Tijdens wandelingen door het bos, of gewoon langs de randen van de velden, valt het niet te ontkennen: dit is een mastjaar.

Het woord duikt ook steeds vaker op in gesprekken, in nieuwsberichten, in de fluistering van de natuur zelf.

Maar wat betekent dat eigenlijk, een mastjaar?

 

Een mastjaar is een bijzonder fenomeen waarin bomen, vooral loofbomen zoals eik, beuk en hazelaar, in één seizoen uitzonderlijk veel zaden en vruchten produceren. Het is geen jaarlijks terugkerend ritueel, maar eerder een grillige, mysterieuze beslissing van het bos.

Soms gebeurt het eens in de drie tot vijf jaar, soms met langere tussenpozen.
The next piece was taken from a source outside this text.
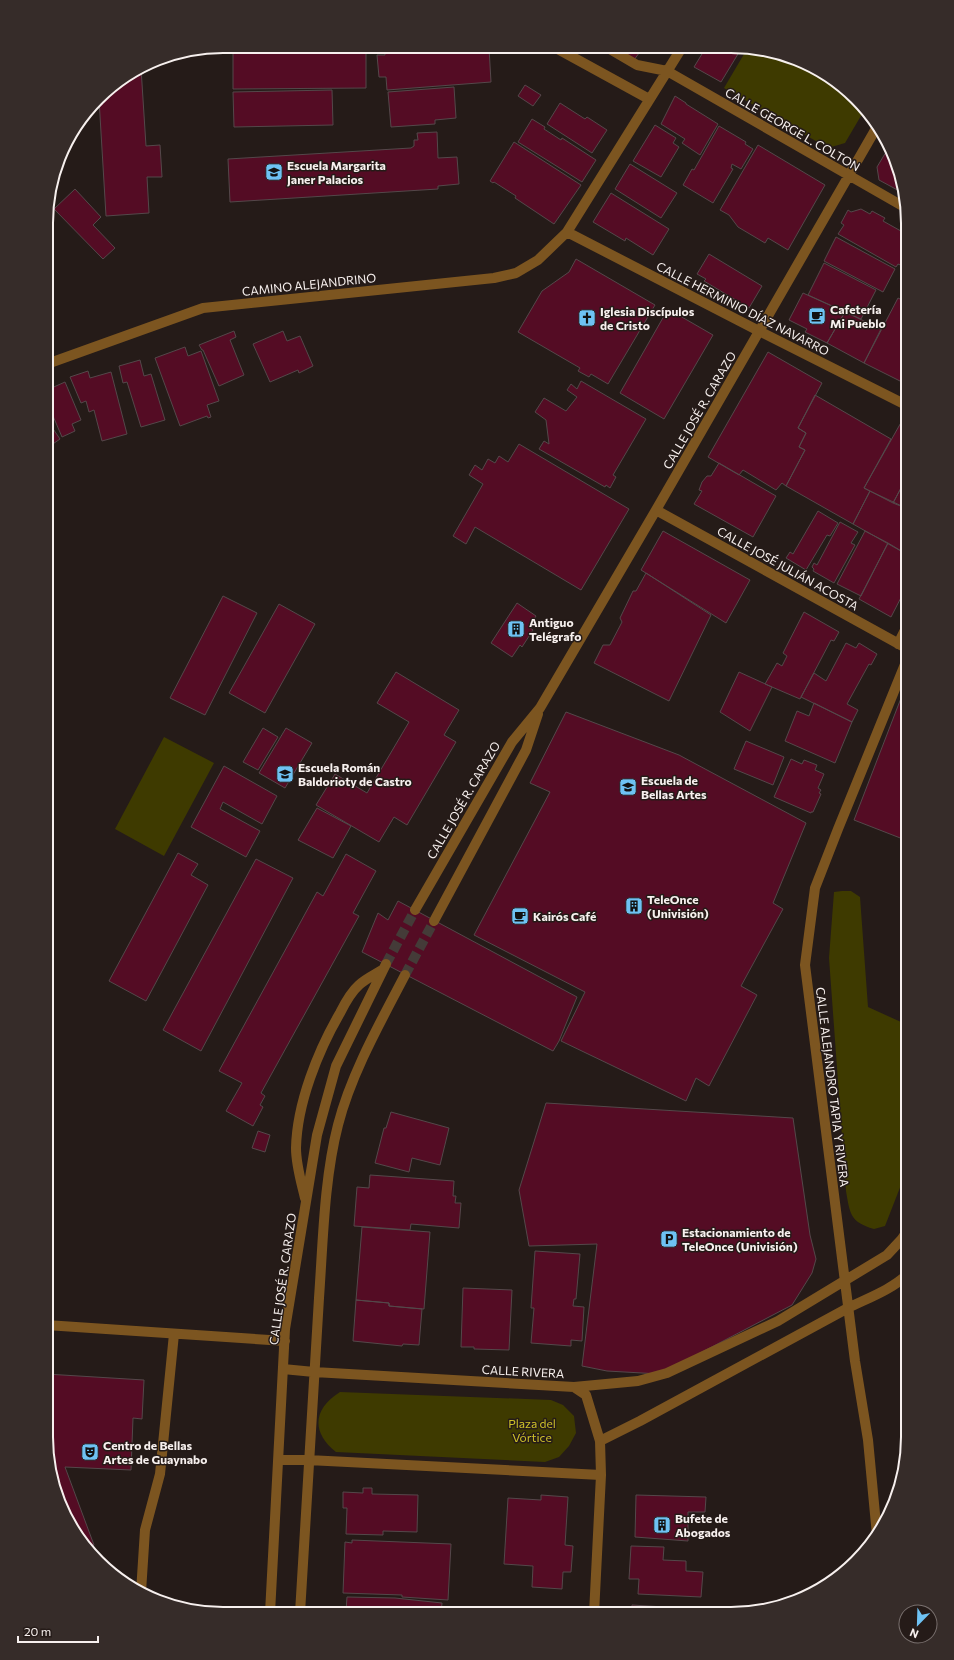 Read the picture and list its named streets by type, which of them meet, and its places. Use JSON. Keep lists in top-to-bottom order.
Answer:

En wanneer het gebeurt, lijkt het alsof de bomen het onderling hebben afgesproken: plots dragen ze samen overvloed, alsof ze een collectieve impuls volgen die ons mensen ontgaat.

 

In de natuur heeft dit massale zaaien een diepere betekenis.

Het is een strategie van overleving. Door in één seizoen zoveel zaden te produceren, raken zaadetende dieren zoals muizen, eekhoorns en wilde zwijnen verzadigd.

Ze kunnen onmogelijk alles opeten. Zo krijgen meer zaden de kans om te ontkiemen en uit te groeien tot jonge boompjes.

Het is een vorm van natuurlijke timing, een ritme dat niet gestuurd wordt door de kalender, maar door innerlijke wijsheid van de boom, door weersomstandigheden, door subtiele signalen in de bodem en lucht.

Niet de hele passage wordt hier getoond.